Description of the task
Write out again, please, the records below from the first line to the line holding "--surface:#fff; --page:#f6f6f6; --text:#222;", inclusive, and nothing else.

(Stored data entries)
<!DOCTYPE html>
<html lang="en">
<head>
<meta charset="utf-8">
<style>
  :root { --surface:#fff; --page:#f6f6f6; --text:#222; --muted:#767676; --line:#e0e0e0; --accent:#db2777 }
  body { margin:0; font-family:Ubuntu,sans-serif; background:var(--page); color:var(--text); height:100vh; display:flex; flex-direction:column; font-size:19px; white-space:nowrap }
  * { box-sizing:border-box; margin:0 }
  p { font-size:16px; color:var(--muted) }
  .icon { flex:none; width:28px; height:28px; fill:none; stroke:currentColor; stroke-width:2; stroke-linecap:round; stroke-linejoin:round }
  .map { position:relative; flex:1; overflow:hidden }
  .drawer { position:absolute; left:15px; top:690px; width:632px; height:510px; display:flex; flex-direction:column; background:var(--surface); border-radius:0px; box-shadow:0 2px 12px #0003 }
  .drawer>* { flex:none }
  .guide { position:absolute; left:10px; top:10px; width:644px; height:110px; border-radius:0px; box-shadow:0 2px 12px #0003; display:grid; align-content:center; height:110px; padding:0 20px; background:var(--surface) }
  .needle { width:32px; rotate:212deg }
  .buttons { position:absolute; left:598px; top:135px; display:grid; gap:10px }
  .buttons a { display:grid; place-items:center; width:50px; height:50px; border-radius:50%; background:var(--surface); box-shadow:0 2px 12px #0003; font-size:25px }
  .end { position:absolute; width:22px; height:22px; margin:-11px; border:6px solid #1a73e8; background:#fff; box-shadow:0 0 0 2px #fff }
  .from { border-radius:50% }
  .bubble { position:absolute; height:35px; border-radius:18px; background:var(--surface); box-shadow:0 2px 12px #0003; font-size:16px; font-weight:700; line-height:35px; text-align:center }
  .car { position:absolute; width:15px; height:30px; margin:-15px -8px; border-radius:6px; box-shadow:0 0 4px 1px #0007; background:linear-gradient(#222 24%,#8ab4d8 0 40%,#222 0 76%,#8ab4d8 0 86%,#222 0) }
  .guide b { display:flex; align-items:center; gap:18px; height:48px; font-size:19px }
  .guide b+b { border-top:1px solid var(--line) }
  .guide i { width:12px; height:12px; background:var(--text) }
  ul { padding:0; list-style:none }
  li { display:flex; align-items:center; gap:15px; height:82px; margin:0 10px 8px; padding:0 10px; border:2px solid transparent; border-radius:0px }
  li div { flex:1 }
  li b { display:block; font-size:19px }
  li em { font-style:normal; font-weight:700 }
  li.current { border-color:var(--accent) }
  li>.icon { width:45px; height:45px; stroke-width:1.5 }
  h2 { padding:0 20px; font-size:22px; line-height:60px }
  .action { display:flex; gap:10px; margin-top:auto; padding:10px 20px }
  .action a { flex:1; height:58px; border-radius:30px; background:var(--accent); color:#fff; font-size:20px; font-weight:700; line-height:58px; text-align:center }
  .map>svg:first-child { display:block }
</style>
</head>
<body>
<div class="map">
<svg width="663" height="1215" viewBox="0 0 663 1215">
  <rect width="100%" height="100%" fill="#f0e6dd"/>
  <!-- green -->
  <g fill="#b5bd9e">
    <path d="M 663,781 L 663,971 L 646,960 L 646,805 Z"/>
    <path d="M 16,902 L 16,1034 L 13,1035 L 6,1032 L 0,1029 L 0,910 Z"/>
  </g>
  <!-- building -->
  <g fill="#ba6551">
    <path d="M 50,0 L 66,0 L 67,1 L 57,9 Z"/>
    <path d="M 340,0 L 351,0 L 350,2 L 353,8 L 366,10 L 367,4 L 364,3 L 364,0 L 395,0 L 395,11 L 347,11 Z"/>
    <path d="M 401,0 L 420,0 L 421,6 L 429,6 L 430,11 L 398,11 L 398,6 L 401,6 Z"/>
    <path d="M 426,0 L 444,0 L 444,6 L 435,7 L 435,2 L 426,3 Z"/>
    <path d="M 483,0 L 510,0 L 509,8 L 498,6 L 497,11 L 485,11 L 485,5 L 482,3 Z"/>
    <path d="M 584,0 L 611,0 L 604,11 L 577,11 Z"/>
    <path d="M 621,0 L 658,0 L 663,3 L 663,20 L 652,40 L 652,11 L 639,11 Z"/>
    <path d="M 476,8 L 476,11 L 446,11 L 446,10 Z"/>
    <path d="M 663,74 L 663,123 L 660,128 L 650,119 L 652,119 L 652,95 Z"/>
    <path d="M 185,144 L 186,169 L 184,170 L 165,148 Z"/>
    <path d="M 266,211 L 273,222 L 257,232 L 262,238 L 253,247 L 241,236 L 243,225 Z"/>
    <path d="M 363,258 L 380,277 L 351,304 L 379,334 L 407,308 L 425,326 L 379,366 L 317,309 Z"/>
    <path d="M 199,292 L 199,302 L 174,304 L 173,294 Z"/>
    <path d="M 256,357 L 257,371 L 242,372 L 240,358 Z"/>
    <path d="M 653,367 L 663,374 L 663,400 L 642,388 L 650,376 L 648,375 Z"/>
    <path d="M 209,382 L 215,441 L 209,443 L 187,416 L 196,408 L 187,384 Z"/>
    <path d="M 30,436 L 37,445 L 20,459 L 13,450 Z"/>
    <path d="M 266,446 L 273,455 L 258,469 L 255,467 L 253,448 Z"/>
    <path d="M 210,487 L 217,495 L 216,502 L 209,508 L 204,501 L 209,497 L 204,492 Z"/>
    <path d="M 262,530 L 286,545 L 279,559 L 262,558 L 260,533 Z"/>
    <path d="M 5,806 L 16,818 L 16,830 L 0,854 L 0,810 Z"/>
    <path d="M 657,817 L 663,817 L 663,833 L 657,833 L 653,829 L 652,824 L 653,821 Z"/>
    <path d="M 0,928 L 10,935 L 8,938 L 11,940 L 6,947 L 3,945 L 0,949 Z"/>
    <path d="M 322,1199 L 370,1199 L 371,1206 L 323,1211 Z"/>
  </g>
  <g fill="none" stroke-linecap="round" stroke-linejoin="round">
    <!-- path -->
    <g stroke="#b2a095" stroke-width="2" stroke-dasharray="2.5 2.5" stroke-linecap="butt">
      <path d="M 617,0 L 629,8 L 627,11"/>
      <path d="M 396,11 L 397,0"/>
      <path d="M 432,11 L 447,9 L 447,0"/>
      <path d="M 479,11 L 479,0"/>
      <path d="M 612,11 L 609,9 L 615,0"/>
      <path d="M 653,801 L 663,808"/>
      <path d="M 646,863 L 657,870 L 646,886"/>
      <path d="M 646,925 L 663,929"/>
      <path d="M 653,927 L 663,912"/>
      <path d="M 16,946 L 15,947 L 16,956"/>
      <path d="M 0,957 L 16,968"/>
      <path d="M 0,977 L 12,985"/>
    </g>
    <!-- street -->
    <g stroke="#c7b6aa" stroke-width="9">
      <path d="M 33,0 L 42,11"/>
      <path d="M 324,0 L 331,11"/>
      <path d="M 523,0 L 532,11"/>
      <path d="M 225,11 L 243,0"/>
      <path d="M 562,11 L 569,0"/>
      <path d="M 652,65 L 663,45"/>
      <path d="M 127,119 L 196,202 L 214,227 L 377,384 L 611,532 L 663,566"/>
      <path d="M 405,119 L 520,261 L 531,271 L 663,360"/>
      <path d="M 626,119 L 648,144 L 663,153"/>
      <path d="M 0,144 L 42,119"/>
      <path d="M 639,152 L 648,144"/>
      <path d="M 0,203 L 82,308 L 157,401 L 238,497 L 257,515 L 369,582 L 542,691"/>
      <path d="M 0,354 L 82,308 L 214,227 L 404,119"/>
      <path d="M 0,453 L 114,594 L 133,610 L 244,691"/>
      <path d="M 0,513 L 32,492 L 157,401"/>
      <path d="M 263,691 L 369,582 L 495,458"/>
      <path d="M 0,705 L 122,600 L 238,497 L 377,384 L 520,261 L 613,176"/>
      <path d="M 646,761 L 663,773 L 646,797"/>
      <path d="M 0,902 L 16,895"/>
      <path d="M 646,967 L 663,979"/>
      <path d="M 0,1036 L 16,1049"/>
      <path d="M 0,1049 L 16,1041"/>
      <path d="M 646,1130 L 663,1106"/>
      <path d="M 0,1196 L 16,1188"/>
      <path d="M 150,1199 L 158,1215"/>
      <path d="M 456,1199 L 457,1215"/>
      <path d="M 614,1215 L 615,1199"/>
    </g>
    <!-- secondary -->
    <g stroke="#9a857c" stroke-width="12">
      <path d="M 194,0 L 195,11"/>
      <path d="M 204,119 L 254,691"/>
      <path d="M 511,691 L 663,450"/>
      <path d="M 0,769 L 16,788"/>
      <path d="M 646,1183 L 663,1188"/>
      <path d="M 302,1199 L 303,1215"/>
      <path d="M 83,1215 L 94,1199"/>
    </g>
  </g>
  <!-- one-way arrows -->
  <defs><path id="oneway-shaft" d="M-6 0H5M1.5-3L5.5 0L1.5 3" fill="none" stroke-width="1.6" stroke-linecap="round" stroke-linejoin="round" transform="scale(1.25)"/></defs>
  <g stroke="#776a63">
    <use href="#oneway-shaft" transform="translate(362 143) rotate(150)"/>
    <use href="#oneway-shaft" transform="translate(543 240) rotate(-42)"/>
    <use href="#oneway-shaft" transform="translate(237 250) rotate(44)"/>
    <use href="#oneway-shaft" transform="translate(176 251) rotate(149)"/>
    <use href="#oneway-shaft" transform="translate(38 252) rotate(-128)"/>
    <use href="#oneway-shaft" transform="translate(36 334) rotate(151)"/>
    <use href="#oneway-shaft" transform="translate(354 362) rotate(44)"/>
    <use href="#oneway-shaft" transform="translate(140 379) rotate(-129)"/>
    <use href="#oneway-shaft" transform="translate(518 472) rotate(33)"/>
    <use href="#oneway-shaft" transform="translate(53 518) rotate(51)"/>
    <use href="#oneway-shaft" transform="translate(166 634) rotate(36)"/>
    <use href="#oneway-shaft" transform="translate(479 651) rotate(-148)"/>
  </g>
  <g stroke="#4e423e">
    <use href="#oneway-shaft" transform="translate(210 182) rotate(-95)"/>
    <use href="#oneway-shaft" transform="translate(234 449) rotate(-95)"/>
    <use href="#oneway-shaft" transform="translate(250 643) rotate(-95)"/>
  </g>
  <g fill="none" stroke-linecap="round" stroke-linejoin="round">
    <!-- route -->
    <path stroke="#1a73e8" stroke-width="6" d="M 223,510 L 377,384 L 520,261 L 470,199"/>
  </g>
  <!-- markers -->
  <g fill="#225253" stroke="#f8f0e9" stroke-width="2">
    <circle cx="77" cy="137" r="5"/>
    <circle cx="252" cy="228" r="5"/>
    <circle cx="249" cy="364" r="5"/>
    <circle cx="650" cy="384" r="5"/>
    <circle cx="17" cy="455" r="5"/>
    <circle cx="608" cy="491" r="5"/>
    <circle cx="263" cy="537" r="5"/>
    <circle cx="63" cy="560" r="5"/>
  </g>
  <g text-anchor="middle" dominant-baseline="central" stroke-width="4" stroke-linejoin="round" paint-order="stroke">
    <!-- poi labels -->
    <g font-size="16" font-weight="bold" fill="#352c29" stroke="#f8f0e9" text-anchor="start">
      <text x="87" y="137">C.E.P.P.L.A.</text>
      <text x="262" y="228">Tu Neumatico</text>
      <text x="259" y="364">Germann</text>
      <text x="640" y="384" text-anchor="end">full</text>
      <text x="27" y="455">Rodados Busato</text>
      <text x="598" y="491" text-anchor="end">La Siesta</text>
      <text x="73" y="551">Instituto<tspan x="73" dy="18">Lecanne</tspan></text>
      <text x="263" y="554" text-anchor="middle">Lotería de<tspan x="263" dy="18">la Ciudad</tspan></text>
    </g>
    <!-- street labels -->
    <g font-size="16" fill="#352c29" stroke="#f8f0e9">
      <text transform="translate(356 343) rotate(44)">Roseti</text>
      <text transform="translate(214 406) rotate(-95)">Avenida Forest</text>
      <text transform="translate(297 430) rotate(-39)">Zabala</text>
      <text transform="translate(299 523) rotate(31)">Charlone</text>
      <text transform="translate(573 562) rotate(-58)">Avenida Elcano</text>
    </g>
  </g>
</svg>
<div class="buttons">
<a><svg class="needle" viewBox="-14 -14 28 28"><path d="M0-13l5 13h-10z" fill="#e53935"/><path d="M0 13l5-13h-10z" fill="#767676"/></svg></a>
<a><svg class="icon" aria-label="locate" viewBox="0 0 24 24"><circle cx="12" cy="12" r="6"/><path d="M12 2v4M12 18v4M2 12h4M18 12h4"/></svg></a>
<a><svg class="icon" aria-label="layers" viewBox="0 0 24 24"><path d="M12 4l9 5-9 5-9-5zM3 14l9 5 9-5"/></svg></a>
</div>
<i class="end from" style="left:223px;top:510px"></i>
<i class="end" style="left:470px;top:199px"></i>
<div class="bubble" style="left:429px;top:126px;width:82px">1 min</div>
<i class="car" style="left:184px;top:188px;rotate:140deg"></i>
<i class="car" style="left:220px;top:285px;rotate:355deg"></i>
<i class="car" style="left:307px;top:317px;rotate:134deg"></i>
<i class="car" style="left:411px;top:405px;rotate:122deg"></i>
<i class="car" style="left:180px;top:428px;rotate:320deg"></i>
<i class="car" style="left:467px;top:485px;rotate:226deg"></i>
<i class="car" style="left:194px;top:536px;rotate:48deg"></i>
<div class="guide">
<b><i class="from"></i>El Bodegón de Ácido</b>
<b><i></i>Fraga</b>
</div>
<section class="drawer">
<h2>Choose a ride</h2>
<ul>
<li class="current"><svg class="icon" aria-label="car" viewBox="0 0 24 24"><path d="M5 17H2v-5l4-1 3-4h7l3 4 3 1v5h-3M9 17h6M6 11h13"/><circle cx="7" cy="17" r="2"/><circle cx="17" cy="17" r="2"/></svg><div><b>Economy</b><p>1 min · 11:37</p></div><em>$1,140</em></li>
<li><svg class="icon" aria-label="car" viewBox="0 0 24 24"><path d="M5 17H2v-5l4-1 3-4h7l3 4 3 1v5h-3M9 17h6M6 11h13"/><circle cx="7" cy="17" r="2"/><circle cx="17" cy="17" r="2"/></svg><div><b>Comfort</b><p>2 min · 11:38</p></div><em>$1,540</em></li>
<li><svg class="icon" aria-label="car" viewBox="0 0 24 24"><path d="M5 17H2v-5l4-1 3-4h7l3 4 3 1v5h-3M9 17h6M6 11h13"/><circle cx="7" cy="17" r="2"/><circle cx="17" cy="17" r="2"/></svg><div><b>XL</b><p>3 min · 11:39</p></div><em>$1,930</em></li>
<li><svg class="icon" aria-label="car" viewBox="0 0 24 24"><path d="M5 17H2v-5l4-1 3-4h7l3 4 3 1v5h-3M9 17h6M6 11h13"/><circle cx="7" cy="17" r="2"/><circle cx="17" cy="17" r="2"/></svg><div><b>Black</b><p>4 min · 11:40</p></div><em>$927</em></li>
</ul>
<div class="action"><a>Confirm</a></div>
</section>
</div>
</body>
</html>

Expected answer
<!DOCTYPE html>
<html lang="en">
<head>
<meta charset="utf-8">
<style>
  :root { --surface:#fff; --page:#f6f6f6; --text:#222; --muted:#767676; --line:#e0e0e0; --accent:#db2777 }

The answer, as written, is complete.